> **DIRECTIONS**:
Every line of the data below is to be given again as it appears, with the images removed.

[[ RECORDS FOR THIS EXERCISE, beginning ]]

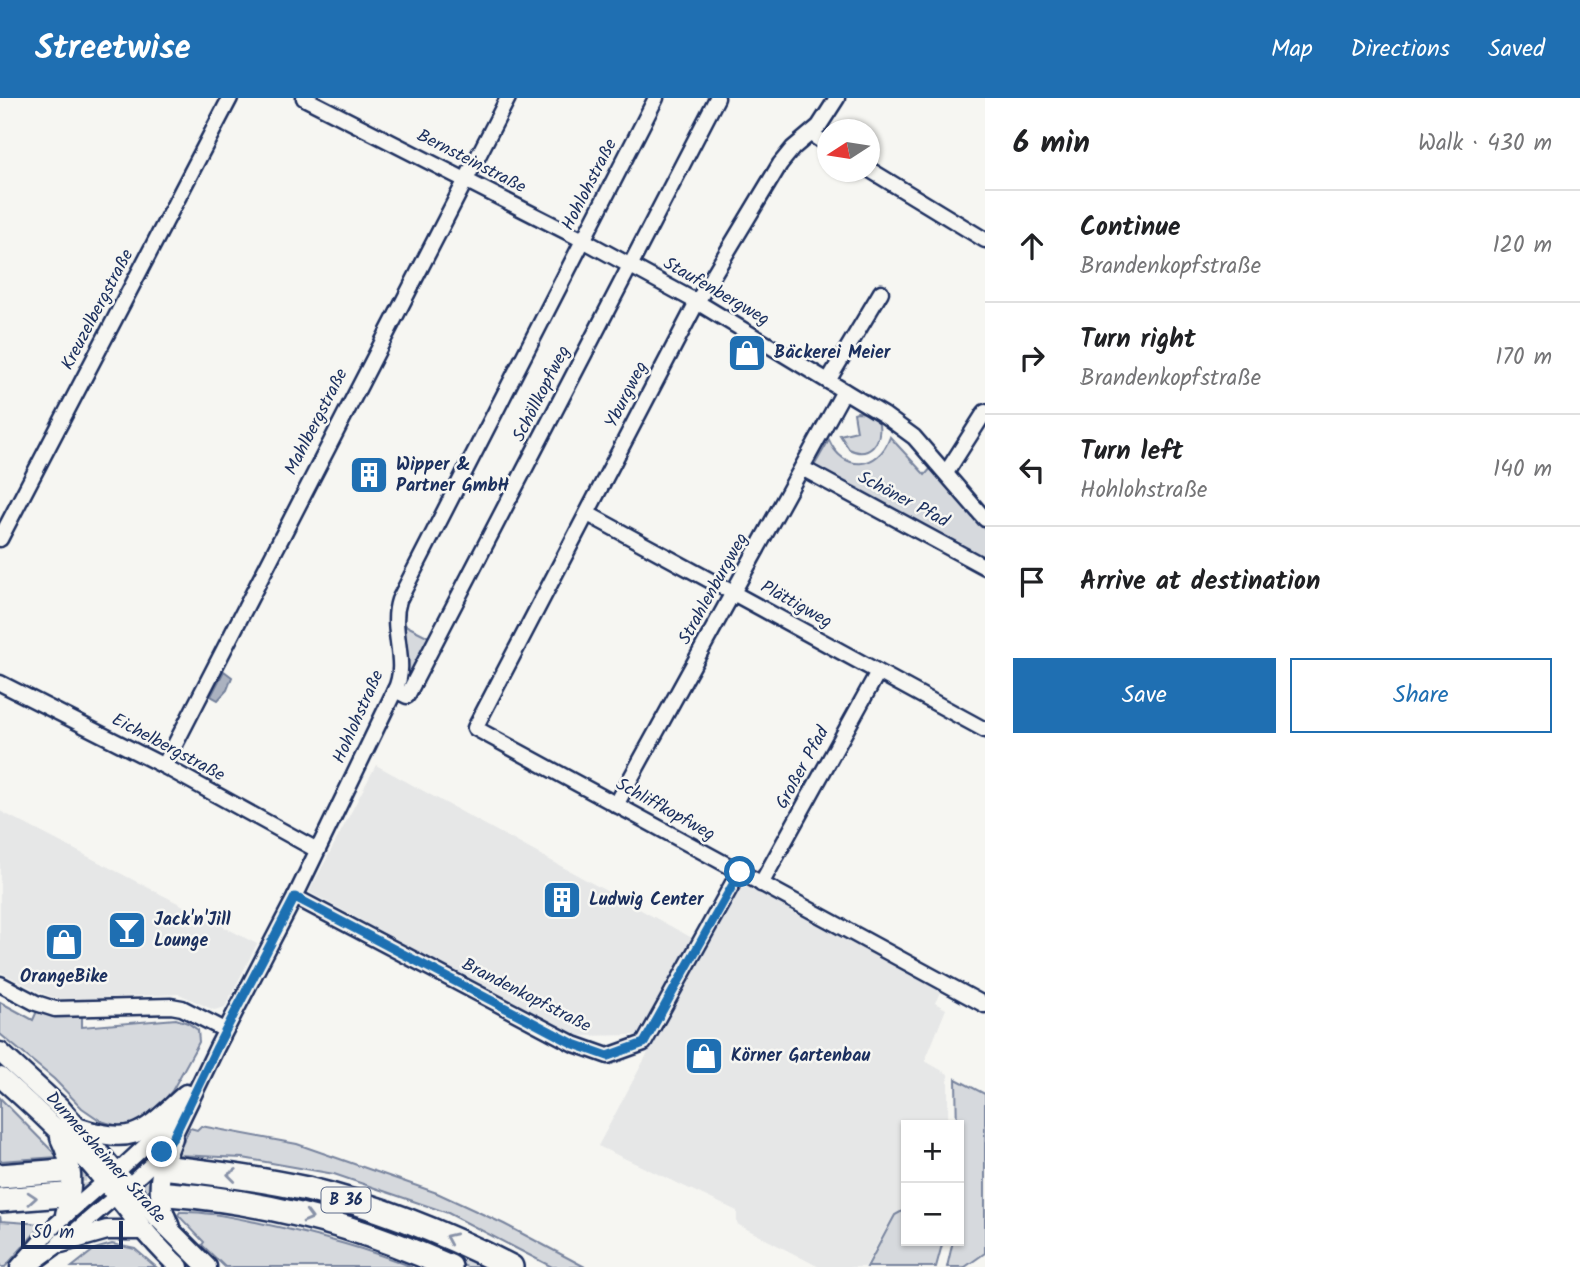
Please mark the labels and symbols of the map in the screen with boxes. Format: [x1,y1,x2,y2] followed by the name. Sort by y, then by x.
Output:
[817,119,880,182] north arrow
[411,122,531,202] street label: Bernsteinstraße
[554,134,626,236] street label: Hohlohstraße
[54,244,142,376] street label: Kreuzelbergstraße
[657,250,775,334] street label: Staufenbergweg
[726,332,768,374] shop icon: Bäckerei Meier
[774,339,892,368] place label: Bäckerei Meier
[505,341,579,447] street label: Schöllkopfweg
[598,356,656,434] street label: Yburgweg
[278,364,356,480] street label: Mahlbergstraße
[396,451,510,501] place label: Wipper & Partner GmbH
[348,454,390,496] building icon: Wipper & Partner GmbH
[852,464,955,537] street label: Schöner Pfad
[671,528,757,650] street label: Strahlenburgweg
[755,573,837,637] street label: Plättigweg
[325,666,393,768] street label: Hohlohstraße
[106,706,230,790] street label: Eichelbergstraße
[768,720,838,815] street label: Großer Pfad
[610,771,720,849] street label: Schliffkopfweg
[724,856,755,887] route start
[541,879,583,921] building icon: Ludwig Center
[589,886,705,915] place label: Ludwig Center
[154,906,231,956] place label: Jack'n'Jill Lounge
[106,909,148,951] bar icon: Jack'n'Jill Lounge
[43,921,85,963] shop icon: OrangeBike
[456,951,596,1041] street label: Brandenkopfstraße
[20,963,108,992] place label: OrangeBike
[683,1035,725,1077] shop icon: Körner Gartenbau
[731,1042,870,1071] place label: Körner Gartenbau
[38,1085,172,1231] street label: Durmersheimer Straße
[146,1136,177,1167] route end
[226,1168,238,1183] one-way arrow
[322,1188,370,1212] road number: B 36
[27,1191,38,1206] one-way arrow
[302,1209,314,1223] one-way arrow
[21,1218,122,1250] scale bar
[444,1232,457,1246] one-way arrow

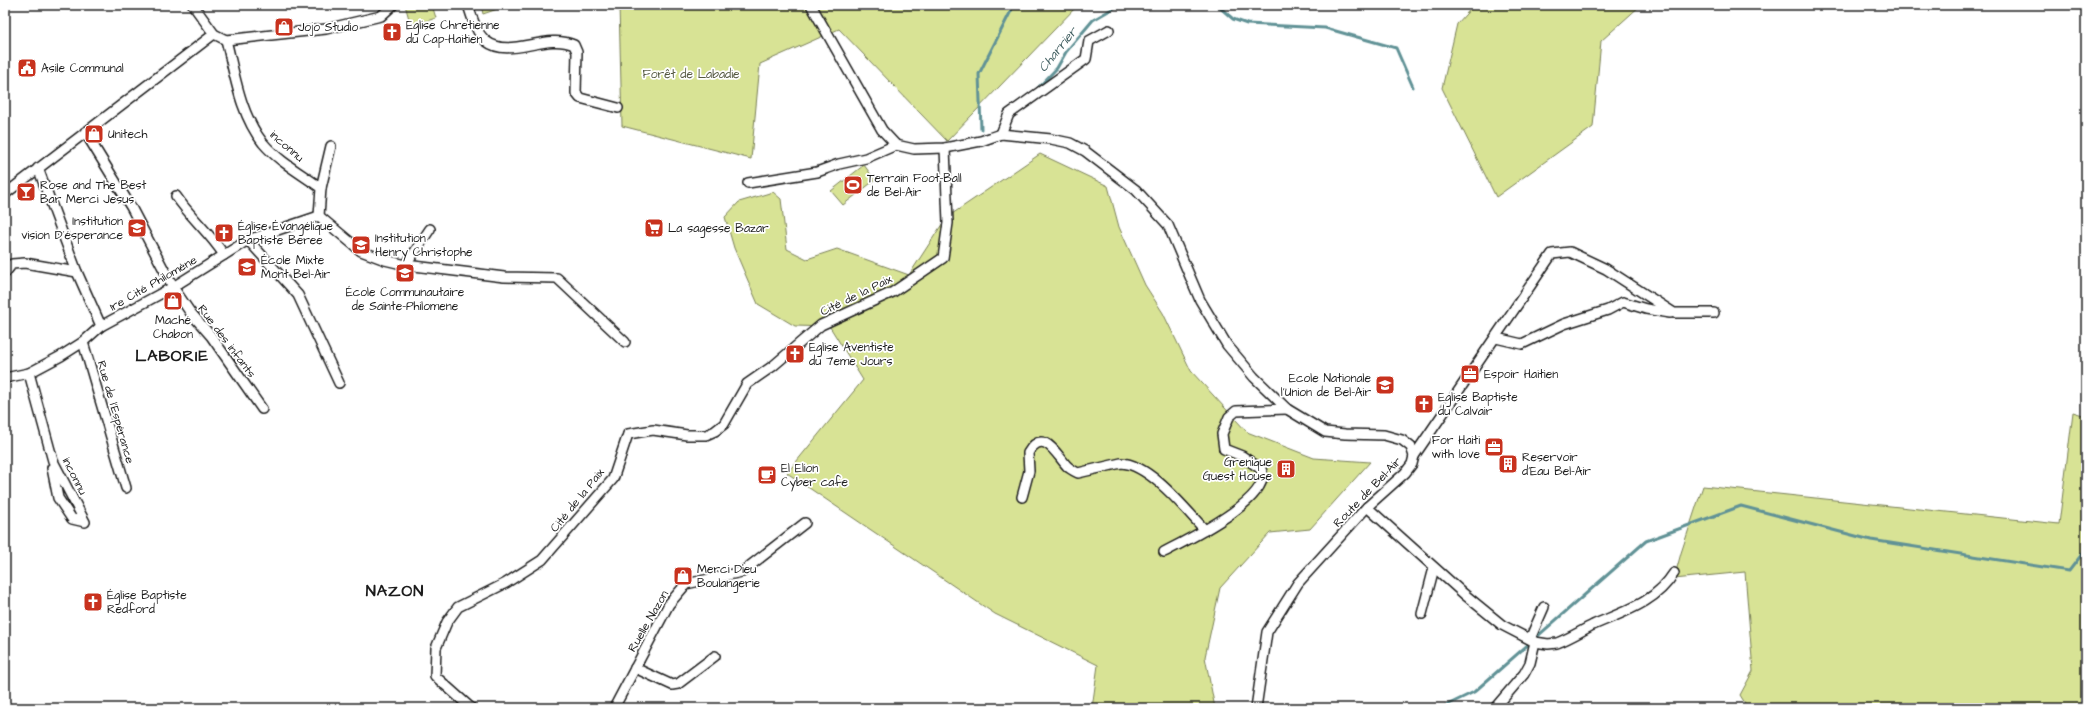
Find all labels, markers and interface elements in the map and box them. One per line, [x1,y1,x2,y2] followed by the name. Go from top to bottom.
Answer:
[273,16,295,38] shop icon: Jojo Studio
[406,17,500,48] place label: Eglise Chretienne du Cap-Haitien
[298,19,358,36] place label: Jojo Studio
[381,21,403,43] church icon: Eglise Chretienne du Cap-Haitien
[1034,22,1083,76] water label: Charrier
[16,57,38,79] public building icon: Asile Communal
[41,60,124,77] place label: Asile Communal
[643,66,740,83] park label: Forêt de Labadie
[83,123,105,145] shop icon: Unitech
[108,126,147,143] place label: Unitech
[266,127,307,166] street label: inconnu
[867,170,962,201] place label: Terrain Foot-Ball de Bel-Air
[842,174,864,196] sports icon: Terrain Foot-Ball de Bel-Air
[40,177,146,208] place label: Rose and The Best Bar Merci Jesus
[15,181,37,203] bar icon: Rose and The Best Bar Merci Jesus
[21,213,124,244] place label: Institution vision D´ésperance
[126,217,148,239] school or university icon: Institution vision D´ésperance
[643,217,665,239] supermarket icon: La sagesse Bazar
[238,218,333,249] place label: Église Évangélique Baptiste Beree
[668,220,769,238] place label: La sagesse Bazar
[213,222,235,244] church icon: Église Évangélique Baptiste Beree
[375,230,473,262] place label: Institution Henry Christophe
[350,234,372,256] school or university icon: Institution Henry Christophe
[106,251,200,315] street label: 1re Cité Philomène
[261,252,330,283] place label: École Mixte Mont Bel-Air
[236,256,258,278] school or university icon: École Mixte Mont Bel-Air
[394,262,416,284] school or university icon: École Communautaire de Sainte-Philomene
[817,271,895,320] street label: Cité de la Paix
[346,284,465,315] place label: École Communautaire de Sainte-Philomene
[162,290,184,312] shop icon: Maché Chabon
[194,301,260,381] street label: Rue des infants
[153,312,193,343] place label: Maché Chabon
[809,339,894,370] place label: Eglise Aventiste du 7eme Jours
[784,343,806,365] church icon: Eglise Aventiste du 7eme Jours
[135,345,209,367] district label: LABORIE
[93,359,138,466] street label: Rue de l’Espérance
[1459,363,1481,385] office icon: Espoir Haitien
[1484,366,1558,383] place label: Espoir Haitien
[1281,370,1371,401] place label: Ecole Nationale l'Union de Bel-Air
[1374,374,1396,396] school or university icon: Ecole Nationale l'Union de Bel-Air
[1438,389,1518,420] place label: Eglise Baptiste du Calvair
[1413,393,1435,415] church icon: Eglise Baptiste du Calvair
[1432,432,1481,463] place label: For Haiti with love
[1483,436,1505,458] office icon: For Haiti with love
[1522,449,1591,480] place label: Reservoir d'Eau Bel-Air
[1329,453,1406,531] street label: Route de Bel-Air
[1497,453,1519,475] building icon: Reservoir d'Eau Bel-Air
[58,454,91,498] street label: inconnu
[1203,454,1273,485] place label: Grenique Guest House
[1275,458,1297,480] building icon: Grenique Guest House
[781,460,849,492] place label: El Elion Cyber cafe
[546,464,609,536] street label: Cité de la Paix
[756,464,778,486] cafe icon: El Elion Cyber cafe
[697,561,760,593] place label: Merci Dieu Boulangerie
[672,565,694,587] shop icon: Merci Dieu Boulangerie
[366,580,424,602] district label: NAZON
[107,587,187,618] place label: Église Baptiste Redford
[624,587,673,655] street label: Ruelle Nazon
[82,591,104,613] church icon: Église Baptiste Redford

[[ RECORDS FOR THIS EXERCISE, end ]]

> **REPLY TO THE EXERCISE**:
Please mark the labels and symbols of the map in the screen with boxes. Format: [x1,y1,x2,y2] followed by the name. Sort by y, then by x.
Output:
[817,119,880,182] north arrow
[411,122,531,202] street label: Bernsteinstraße
[554,134,626,236] street label: Hohlohstraße
[54,244,142,376] street label: Kreuzelbergstraße
[657,250,775,334] street label: Staufenbergweg
[726,332,768,374] shop icon: Bäckerei Meier
[774,339,892,368] place label: Bäckerei Meier
[505,341,579,447] street label: Schöllkopfweg
[598,356,656,434] street label: Yburgweg
[278,364,356,480] street label: Mahlbergstraße
[396,451,510,501] place label: Wipper & Partner GmbH
[348,454,390,496] building icon: Wipper & Partner GmbH
[852,464,955,537] street label: Schöner Pfad
[671,528,757,650] street label: Strahlenburgweg
[755,573,837,637] street label: Plättigweg
[325,666,393,768] street label: Hohlohstraße
[106,706,230,790] street label: Eichelbergstraße
[768,720,838,815] street label: Großer Pfad
[610,771,720,849] street label: Schliffkopfweg
[724,856,755,887] route start
[541,879,583,921] building icon: Ludwig Center
[589,886,705,915] place label: Ludwig Center
[154,906,231,956] place label: Jack'n'Jill Lounge
[106,909,148,951] bar icon: Jack'n'Jill Lounge
[43,921,85,963] shop icon: OrangeBike
[456,951,596,1041] street label: Brandenkopfstraße
[20,963,108,992] place label: OrangeBike
[683,1035,725,1077] shop icon: Körner Gartenbau
[731,1042,870,1071] place label: Körner Gartenbau
[38,1085,172,1231] street label: Durmersheimer Straße
[146,1136,177,1167] route end
[226,1168,238,1183] one-way arrow
[322,1188,370,1212] road number: B 36
[27,1191,38,1206] one-way arrow
[302,1209,314,1223] one-way arrow
[21,1218,122,1250] scale bar
[444,1232,457,1246] one-way arrow

Find all labels, markers and interface elements in the map and box them. One per line, [x1,y1,x2,y2] followed by the name. Go from top to bottom.
Answer:
[273,16,295,38] shop icon: Jojo Studio
[406,17,500,48] place label: Eglise Chretienne du Cap-Haitien
[298,19,358,36] place label: Jojo Studio
[381,21,403,43] church icon: Eglise Chretienne du Cap-Haitien
[1034,22,1083,76] water label: Charrier
[16,57,38,79] public building icon: Asile Communal
[41,60,124,77] place label: Asile Communal
[643,66,740,83] park label: Forêt de Labadie
[83,123,105,145] shop icon: Unitech
[108,126,147,143] place label: Unitech
[266,127,307,166] street label: inconnu
[867,170,962,201] place label: Terrain Foot-Ball de Bel-Air
[842,174,864,196] sports icon: Terrain Foot-Ball de Bel-Air
[40,177,146,208] place label: Rose and The Best Bar Merci Jesus
[15,181,37,203] bar icon: Rose and The Best Bar Merci Jesus
[21,213,124,244] place label: Institution vision D´ésperance
[126,217,148,239] school or university icon: Institution vision D´ésperance
[643,217,665,239] supermarket icon: La sagesse Bazar
[238,218,333,249] place label: Église Évangélique Baptiste Beree
[668,220,769,238] place label: La sagesse Bazar
[213,222,235,244] church icon: Église Évangélique Baptiste Beree
[375,230,473,262] place label: Institution Henry Christophe
[350,234,372,256] school or university icon: Institution Henry Christophe
[106,251,200,315] street label: 1re Cité Philomène
[261,252,330,283] place label: École Mixte Mont Bel-Air
[236,256,258,278] school or university icon: École Mixte Mont Bel-Air
[394,262,416,284] school or university icon: École Communautaire de Sainte-Philomene
[817,271,895,320] street label: Cité de la Paix
[346,284,465,315] place label: École Communautaire de Sainte-Philomene
[162,290,184,312] shop icon: Maché Chabon
[194,301,260,381] street label: Rue des infants
[153,312,193,343] place label: Maché Chabon
[809,339,894,370] place label: Eglise Aventiste du 7eme Jours
[784,343,806,365] church icon: Eglise Aventiste du 7eme Jours
[135,345,209,367] district label: LABORIE
[93,359,138,466] street label: Rue de l’Espérance
[1459,363,1481,385] office icon: Espoir Haitien
[1484,366,1558,383] place label: Espoir Haitien
[1281,370,1371,401] place label: Ecole Nationale l'Union de Bel-Air
[1374,374,1396,396] school or university icon: Ecole Nationale l'Union de Bel-Air
[1438,389,1518,420] place label: Eglise Baptiste du Calvair
[1413,393,1435,415] church icon: Eglise Baptiste du Calvair
[1432,432,1481,463] place label: For Haiti with love
[1483,436,1505,458] office icon: For Haiti with love
[1522,449,1591,480] place label: Reservoir d'Eau Bel-Air
[1329,453,1406,531] street label: Route de Bel-Air
[1497,453,1519,475] building icon: Reservoir d'Eau Bel-Air
[58,454,91,498] street label: inconnu
[1203,454,1273,485] place label: Grenique Guest House
[1275,458,1297,480] building icon: Grenique Guest House
[781,460,849,492] place label: El Elion Cyber cafe
[546,464,609,536] street label: Cité de la Paix
[756,464,778,486] cafe icon: El Elion Cyber cafe
[697,561,760,593] place label: Merci Dieu Boulangerie
[672,565,694,587] shop icon: Merci Dieu Boulangerie
[366,580,424,602] district label: NAZON
[107,587,187,618] place label: Église Baptiste Redford
[624,587,673,655] street label: Ruelle Nazon
[82,591,104,613] church icon: Église Baptiste Redford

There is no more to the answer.